Living Together

Living Together

If you live together but are not married, then, unfortunately, you do not have the same legal rights as a married couple when the relationship breaks down.

The property is solely in your partner’s name

If the property is not in your name, then you have no legal right to a share of that property. It belongs solely to the person whose name it is registered under.

The only exception is if you have evidence that you both agreed to have some rights to the property – known as common intention. However, this is a complex area, and it would be prudent to seek legal advice in this circumstance.

The property is in joint names

If a property is in joint names, then you are both entitled to an equal share, unless a legal document exists that states otherwise.

Rented property

Firstly, you will need to check your tenancy agreement to see who is named. If the tenancy is in your sole name, then you have the right to remain in the property, but you are also solely responsible for making sure the rent is paid.

If you are joint tenants and both wish to leave you may be able to ‘give notice’ to your landlord or letting agency. Depending on what your agreement states you may also be able to negotiate with the landlord so that one of you can continue to rent the property alone.

Where the tenancy agreement is in your partner’s name, they are solely responsible for the rent payments. However, if you are married or in a civil partnership, you do have rights to continue living in the property. Be aware, that these rights will cease once the marriage or civil partnership ends, so you will need to have made alternative living arrangements by then.

You may also have the right to take over the tenancy from your partner, this does depend on legislation where you live and the type of tenancy agreement in place.

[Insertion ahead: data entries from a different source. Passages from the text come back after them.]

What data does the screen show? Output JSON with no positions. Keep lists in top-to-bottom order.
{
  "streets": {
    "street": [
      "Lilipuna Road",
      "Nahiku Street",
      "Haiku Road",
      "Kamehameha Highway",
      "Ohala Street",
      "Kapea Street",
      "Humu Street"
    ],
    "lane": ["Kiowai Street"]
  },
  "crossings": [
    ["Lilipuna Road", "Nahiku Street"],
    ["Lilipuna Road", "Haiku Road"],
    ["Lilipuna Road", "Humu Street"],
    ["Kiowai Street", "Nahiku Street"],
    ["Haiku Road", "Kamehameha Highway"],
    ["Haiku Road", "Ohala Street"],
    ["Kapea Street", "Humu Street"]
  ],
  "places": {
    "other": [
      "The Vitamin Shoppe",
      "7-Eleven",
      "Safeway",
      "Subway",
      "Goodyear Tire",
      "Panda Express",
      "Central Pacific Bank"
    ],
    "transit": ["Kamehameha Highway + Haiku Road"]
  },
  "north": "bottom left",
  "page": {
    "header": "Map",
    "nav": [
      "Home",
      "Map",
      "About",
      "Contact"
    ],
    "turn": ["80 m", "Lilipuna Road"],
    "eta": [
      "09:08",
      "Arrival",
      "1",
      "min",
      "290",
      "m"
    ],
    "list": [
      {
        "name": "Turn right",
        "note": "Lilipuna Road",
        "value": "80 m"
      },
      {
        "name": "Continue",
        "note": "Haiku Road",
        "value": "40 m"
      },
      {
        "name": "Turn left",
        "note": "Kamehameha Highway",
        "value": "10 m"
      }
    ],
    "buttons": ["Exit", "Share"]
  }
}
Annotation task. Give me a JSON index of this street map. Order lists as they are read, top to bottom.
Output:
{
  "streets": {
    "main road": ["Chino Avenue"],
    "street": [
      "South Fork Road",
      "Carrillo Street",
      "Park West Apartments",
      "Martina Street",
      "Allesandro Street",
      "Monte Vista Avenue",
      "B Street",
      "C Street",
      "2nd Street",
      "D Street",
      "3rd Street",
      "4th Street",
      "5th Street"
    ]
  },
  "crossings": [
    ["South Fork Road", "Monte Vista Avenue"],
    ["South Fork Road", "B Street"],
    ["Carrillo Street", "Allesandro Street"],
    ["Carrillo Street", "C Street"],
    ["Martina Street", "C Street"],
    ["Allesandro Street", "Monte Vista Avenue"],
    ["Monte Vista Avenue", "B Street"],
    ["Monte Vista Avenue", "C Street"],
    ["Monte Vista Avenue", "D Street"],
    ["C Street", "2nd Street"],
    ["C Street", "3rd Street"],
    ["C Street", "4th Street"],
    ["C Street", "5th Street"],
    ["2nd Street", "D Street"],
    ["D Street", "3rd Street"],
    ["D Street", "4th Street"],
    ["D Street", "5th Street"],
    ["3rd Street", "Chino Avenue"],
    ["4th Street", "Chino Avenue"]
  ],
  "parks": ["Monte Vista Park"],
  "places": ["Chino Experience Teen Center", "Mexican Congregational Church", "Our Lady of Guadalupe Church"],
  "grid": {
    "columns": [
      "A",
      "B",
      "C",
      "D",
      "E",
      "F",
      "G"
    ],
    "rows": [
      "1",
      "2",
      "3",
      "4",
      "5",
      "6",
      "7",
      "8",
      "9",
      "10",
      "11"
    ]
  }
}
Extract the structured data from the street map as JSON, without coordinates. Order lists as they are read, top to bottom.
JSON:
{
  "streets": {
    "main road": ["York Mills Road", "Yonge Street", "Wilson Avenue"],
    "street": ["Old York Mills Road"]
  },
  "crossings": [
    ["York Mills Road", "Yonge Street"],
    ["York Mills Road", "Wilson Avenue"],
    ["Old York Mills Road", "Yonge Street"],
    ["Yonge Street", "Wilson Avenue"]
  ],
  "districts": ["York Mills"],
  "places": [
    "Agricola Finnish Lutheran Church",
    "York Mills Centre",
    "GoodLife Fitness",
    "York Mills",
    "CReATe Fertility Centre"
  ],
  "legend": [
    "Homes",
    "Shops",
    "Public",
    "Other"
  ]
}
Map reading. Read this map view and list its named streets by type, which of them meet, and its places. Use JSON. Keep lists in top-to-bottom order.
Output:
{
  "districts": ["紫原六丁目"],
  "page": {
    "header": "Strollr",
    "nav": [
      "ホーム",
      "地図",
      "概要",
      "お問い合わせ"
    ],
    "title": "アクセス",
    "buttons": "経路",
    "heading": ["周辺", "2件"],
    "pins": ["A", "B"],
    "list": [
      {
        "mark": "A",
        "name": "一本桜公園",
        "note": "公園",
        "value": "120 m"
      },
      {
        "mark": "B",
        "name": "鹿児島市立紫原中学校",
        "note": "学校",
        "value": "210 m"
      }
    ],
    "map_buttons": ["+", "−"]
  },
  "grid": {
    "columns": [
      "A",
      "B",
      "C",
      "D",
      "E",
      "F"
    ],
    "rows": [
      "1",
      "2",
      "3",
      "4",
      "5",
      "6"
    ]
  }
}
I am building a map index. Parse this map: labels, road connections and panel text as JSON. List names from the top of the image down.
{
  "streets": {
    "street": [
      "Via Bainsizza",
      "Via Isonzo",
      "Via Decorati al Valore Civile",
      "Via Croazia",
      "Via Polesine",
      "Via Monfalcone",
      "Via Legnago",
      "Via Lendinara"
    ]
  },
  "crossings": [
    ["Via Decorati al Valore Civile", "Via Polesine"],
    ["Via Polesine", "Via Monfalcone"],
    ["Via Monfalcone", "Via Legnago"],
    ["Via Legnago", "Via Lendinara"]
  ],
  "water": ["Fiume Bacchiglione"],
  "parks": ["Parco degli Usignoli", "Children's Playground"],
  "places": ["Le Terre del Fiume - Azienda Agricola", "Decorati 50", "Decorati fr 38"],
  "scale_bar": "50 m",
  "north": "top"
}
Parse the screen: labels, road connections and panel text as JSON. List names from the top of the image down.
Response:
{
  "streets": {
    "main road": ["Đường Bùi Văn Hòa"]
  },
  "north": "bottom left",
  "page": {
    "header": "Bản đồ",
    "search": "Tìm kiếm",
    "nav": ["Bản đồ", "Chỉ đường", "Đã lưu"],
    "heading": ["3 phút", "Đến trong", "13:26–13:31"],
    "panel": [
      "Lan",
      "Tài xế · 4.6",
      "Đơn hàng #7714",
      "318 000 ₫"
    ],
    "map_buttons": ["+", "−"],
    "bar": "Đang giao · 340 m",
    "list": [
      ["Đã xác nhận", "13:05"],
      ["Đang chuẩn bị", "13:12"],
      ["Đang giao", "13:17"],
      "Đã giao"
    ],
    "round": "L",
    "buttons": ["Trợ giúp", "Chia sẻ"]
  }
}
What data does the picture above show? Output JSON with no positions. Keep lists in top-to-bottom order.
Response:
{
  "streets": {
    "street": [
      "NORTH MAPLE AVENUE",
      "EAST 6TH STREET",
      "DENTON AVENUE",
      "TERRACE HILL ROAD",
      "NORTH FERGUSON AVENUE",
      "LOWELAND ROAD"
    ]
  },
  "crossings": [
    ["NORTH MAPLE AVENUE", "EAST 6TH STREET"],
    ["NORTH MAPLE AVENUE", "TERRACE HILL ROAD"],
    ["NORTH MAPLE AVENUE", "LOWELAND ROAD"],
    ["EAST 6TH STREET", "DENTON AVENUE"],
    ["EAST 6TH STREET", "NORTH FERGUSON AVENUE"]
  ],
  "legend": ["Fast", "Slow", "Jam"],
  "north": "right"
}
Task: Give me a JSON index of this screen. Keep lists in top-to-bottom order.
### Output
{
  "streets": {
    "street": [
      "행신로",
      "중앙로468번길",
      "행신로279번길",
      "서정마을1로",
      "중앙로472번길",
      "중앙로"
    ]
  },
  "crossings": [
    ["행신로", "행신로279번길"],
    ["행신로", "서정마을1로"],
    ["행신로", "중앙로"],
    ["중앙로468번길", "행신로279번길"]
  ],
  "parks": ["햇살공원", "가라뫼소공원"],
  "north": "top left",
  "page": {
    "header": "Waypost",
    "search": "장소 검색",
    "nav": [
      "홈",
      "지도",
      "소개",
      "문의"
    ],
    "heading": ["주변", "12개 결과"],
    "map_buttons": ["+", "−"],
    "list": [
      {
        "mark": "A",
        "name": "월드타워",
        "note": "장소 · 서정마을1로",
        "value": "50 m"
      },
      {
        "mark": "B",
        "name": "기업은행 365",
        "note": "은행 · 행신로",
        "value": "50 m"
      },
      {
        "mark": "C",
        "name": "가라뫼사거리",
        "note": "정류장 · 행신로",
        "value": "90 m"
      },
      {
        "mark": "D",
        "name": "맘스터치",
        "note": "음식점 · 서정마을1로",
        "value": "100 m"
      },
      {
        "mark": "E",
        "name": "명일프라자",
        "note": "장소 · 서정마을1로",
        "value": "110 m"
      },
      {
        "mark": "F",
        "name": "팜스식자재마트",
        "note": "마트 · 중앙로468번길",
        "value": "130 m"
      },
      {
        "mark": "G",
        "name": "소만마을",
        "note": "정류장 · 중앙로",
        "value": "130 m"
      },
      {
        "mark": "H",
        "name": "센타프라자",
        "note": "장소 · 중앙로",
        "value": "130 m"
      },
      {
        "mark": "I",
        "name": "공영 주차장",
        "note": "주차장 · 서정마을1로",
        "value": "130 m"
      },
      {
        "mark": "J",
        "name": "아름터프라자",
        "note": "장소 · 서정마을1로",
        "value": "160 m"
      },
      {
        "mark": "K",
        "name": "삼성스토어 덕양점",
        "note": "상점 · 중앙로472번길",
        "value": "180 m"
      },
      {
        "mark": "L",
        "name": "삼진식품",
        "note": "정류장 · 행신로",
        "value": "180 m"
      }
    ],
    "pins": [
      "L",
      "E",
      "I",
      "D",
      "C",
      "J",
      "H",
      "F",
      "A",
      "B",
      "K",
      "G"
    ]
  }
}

If you have children together

You may be able to make financial claims on behalf of the children. This could mean that you remain in the home with them while they are dependent, regardless of who owns the property.

The court can also issue an order for one parent to provide a home for the other parent and the children to live in while they remain dependent if finances allow.

It is worth noting that the father will only have parental responsibility if he is registered as the father on the birth certificate after 1 December 2003. Otherwise, he needs the formal written agreement of the mother or an order from the court.

One parent cannot leave the country with the children without permission from either the other parent or the court.

Your partner dies without a will

If you are not married, then you are not automatically entitled to any of your partner’s estate. The only exception is if you owned property jointly, then you would automatically inherit this.

However, if you are ‘beneficial tenants in common’, then your partner’s half of the property would go to his next of kin. This may mean that you have to sell the property to pay your partner’s family their share.

You may be able to make a claim against your partner’s estate if you are left financially bereft. However, it is a complicated process, and you will need to prove that you lived together for two years before their death and that you were either partly or entirely financially dependent on them.

It is vital to make a will if you are cohabiting with your partner.